The problem: The data shown below should all be retyped exactly.

::::::::::

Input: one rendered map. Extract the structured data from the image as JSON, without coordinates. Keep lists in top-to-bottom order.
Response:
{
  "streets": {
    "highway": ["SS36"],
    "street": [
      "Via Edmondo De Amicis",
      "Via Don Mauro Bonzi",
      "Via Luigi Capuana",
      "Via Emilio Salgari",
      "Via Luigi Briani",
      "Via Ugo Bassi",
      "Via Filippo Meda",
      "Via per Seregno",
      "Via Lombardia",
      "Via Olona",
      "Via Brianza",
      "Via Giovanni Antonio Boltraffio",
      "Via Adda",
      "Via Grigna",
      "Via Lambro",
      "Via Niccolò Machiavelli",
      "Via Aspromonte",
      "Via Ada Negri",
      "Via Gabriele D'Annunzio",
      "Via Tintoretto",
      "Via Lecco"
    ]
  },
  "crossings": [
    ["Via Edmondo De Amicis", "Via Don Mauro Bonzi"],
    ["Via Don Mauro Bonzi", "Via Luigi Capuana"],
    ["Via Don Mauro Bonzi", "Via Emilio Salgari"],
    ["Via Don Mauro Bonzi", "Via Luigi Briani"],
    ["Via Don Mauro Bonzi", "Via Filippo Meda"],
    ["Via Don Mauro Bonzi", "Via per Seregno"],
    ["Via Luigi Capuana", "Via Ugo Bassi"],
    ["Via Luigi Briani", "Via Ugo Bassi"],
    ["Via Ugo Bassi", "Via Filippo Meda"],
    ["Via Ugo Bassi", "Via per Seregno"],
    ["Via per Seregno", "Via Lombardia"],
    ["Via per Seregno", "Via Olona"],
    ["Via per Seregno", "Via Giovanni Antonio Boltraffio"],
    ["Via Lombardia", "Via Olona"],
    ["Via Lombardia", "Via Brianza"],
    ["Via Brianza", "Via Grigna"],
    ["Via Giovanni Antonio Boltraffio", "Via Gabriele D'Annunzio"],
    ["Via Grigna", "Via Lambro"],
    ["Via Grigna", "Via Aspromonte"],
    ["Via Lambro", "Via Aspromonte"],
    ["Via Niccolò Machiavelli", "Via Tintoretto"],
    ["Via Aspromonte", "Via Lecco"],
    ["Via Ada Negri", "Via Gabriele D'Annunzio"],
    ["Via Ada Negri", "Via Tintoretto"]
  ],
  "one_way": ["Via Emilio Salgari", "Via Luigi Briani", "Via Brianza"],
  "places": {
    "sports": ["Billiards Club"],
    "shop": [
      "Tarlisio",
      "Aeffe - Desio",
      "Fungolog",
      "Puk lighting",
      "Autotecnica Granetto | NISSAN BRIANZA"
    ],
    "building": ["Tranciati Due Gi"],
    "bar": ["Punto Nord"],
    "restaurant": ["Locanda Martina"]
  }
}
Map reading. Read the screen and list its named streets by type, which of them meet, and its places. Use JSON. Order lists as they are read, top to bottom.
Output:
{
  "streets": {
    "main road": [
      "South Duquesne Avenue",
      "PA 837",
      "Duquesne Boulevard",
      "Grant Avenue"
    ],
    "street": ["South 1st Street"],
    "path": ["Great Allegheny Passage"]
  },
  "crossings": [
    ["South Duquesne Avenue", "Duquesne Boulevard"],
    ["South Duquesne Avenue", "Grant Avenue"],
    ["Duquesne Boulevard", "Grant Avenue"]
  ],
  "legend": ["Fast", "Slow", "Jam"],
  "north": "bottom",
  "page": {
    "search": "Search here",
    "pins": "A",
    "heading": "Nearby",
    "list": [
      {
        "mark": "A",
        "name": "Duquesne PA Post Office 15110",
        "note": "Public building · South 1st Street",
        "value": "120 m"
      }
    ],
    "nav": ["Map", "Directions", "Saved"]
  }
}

::::::::::

Task result:
Input: one rendered map. Extract the structured data from the image as JSON, without coordinates. Keep lists in top-to-bottom order.
Response:
{
  "streets": {
    "highway": ["SS36"],
    "street": [
      "Via Edmondo De Amicis",
      "Via Don Mauro Bonzi",
      "Via Luigi Capuana",
      "Via Emilio Salgari",
      "Via Luigi Briani",
      "Via Ugo Bassi",
      "Via Filippo Meda",
      "Via per Seregno",
      "Via Lombardia",
      "Via Olona",
      "Via Brianza",
      "Via Giovanni Antonio Boltraffio",
      "Via Adda",
      "Via Grigna",
      "Via Lambro",
      "Via Niccolò Machiavelli",
      "Via Aspromonte",
      "Via Ada Negri",
      "Via Gabriele D'Annunzio",
      "Via Tintoretto",
      "Via Lecco"
    ]
  },
  "crossings": [
    ["Via Edmondo De Amicis", "Via Don Mauro Bonzi"],
    ["Via Don Mauro Bonzi", "Via Luigi Capuana"],
    ["Via Don Mauro Bonzi", "Via Emilio Salgari"],
    ["Via Don Mauro Bonzi", "Via Luigi Briani"],
    ["Via Don Mauro Bonzi", "Via Filippo Meda"],
    ["Via Don Mauro Bonzi", "Via per Seregno"],
    ["Via Luigi Capuana", "Via Ugo Bassi"],
    ["Via Luigi Briani", "Via Ugo Bassi"],
    ["Via Ugo Bassi", "Via Filippo Meda"],
    ["Via Ugo Bassi", "Via per Seregno"],
    ["Via per Seregno", "Via Lombardia"],
    ["Via per Seregno", "Via Olona"],
    ["Via per Seregno", "Via Giovanni Antonio Boltraffio"],
    ["Via Lombardia", "Via Olona"],
    ["Via Lombardia", "Via Brianza"],
    ["Via Brianza", "Via Grigna"],
    ["Via Giovanni Antonio Boltraffio", "Via Gabriele D'Annunzio"],
    ["Via Grigna", "Via Lambro"],
    ["Via Grigna", "Via Aspromonte"],
    ["Via Lambro", "Via Aspromonte"],
    ["Via Niccolò Machiavelli", "Via Tintoretto"],
    ["Via Aspromonte", "Via Lecco"],
    ["Via Ada Negri", "Via Gabriele D'Annunzio"],
    ["Via Ada Negri", "Via Tintoretto"]
  ],
  "one_way": ["Via Emilio Salgari", "Via Luigi Briani", "Via Brianza"],
  "places": {
    "sports": ["Billiards Club"],
    "shop": [
      "Tarlisio",
      "Aeffe - Desio",
      "Fungolog",
      "Puk lighting",
      "Autotecnica Granetto | NISSAN BRIANZA"
    ],
    "building": ["Tranciati Due Gi"],
    "bar": ["Punto Nord"],
    "restaurant": ["Locanda Martina"]
  }
}
Map reading. Read the screen and list its named streets by type, which of them meet, and its places. Use JSON. Order lists as they are read, top to bottom.
Output:
{
  "streets": {
    "main road": [
      "South Duquesne Avenue",
      "PA 837",
      "Duquesne Boulevard",
      "Grant Avenue"
    ],
    "street": ["South 1st Street"],
    "path": ["Great Allegheny Passage"]
  },
  "crossings": [
    ["South Duquesne Avenue", "Duquesne Boulevard"],
    ["South Duquesne Avenue", "Grant Avenue"],
    ["Duquesne Boulevard", "Grant Avenue"]
  ],
  "legend": ["Fast", "Slow", "Jam"],
  "north": "bottom",
  "page": {
    "search": "Search here",
    "pins": "A",
    "heading": "Nearby",
    "list": [
      {
        "mark": "A",
        "name": "Duquesne PA Post Office 15110",
        "note": "Public building · South 1st Street",
        "value": "120 m"
      }
    ],
    "nav": ["Map", "Directions", "Saved"]
  }
}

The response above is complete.